Saturday, November 10, 2007

Discord

Sandwiched awkwardly(?) potently(?) stridently(?) between two soothing, tuneful masterpieces, Vaughn Williams's 4th Symphony sticks out like a sore thumb that's been particularly badly bandaged. Dissonant (but see below.) Angular. Not specially memorable. Nobody's favourite, least of all mine.

But I found myself thoroughly engrossed in it this morning as part of the great VW symphonic play-through. In truth this is not dissonant music in the sort of Schoenberg/Berg, and all those johnnies, tradition. No Germanic neuroticism here. Just the usual English gumption mixed with lashings of angry energy dropping off into sometimes a kind of disappointed plangency.

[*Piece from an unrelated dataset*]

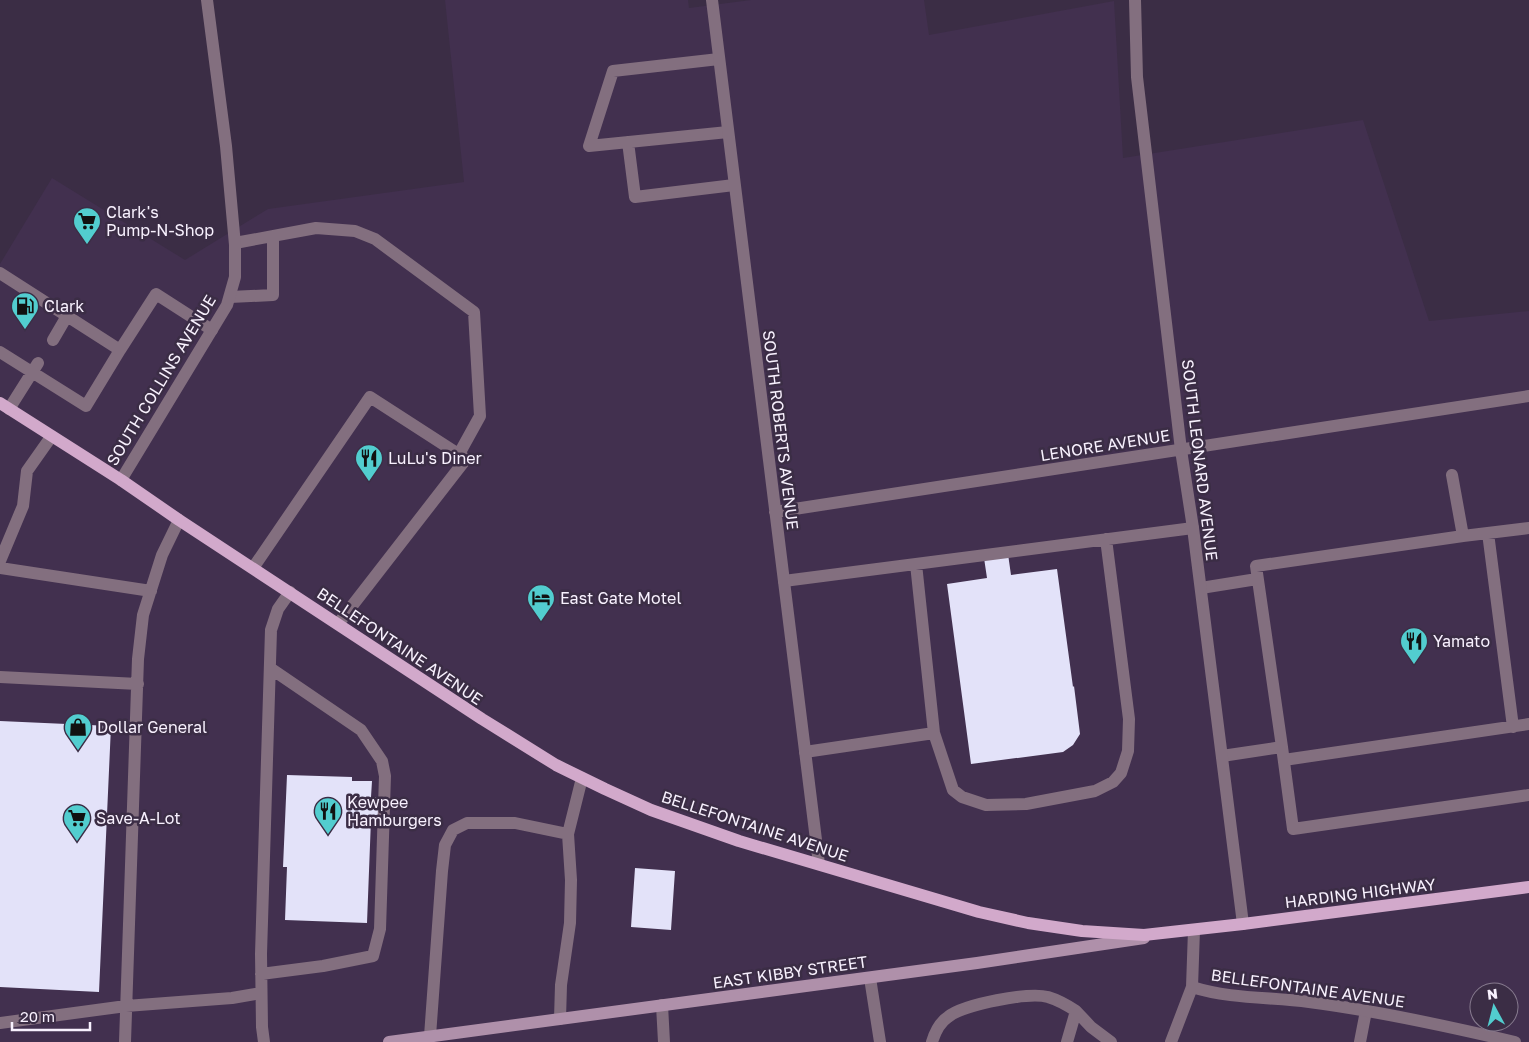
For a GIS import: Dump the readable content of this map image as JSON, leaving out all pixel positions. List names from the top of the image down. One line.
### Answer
{"streets":{"main road":["BELLEFONTAINE AVENUE","HARDING HIGHWAY"],"street":["SOUTH COLLINS AVENUE","SOUTH ROBERTS AVENUE","LENORE AVENUE","SOUTH LEONARD AVENUE","EAST KIBBY STREET"]},"crossings":[["SOUTH COLLINS AVENUE","BELLEFONTAINE AVENUE"],["SOUTH ROBERTS AVENUE","LENORE AVENUE"],["SOUTH ROBERTS AVENUE","BELLEFONTAINE AVENUE"],["LENORE AVENUE","SOUTH LEONARD AVENUE"],["SOUTH LEONARD AVENUE","HARDING HIGHWAY"],["BELLEFONTAINE AVENUE","HARDING HIGHWAY"],["BELLEFONTAINE AVENUE","EAST KIBBY STREET"],["HARDING HIGHWAY","EAST KIBBY STREET"]],"places":{"supermarket":["Clark's Pump-N-Shop","Save-A-Lot"],"fuel station":["Clark"],"restaurant":["LuLu's Diner","Yamato","Kewpee Hamburgers"],"hotel":["East Gate Motel"],"shop":["Dollar General"]},"scale_bar":"20 m","north":"top"}
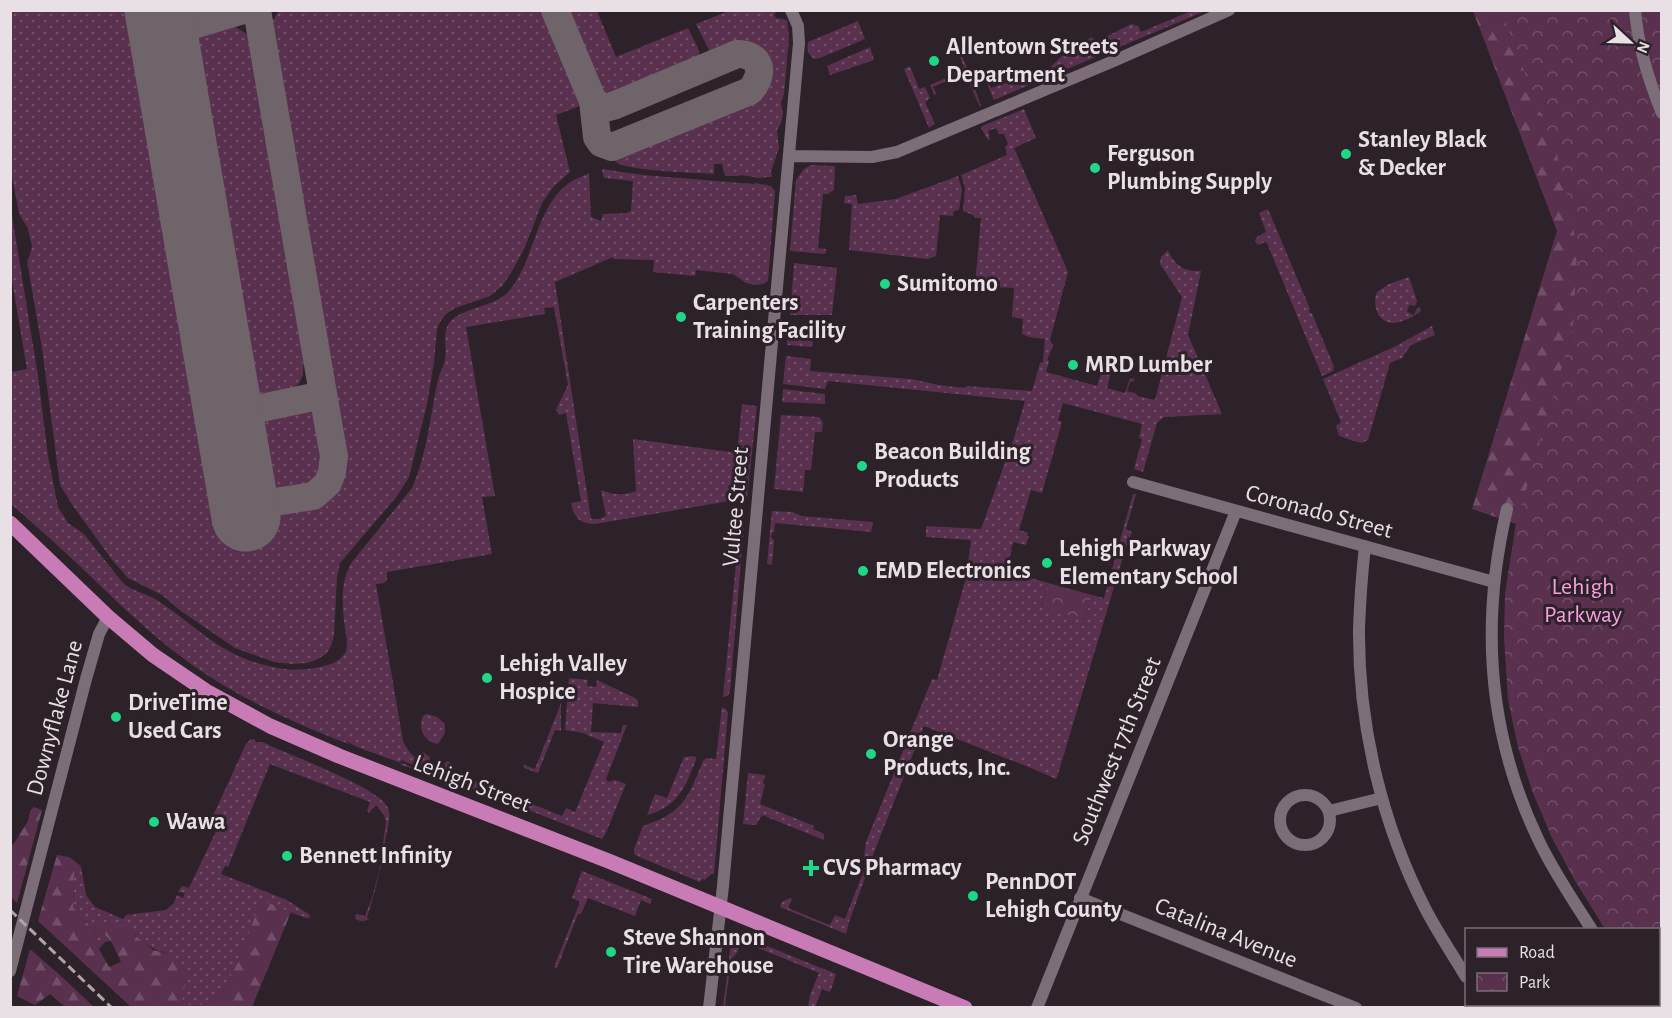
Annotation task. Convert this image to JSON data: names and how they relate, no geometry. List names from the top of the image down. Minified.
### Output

I get the feeling that VW was holding himself in on this one - that energy being somehow contained, which in itself adds a kind of tension. It's a very edgy piece. There's no sense of a programme here, unlike the first three symphonies. So the music develops simply as music, according to its own logic, without the sudden almost wilful accumulation of melodic ideas in the earlier pieces.

The scherzo is more than a bit Job-ish, with hints of Satan dancing around and about, but nothing else sounds obviously like something you've heard elsewhere.

Michael Kennedy in some notes on the symphony refers to VW's towering rages, as reflected in the music. I found that an interesting phrase. What makes anger towering as opposed to petty if not infantile? Can anger be big? generous? sort of impersonal? liberating? For too many of us anger is something small and skulking and sullen and scowling.

Whatever happened to wrath?

1 comment:

Anonymous said...

I tend to think that the way we describe anger has a lot to do with the physical environment.

A mountainous calm has a lot to do with heights that don't move much and don't generate landslides and avalanches. A towering rage, surely, must have a lot to do with the traditional appearance of a formation of cumulonimbus 'anvils', tall dark clouds presaging a terrible few days of lashing winds and rain.

I've seen every kind of cloud in England, sometimes with more than one kind of rain.

Then again, it might have to do with the kind of invective used. A blistering rage is one that uses satire and sarcasm, with which the bards of old raised carbuncles upon the faces of the subjects of their poetry. A towering rage would be one that builds mountains out of molehills, then.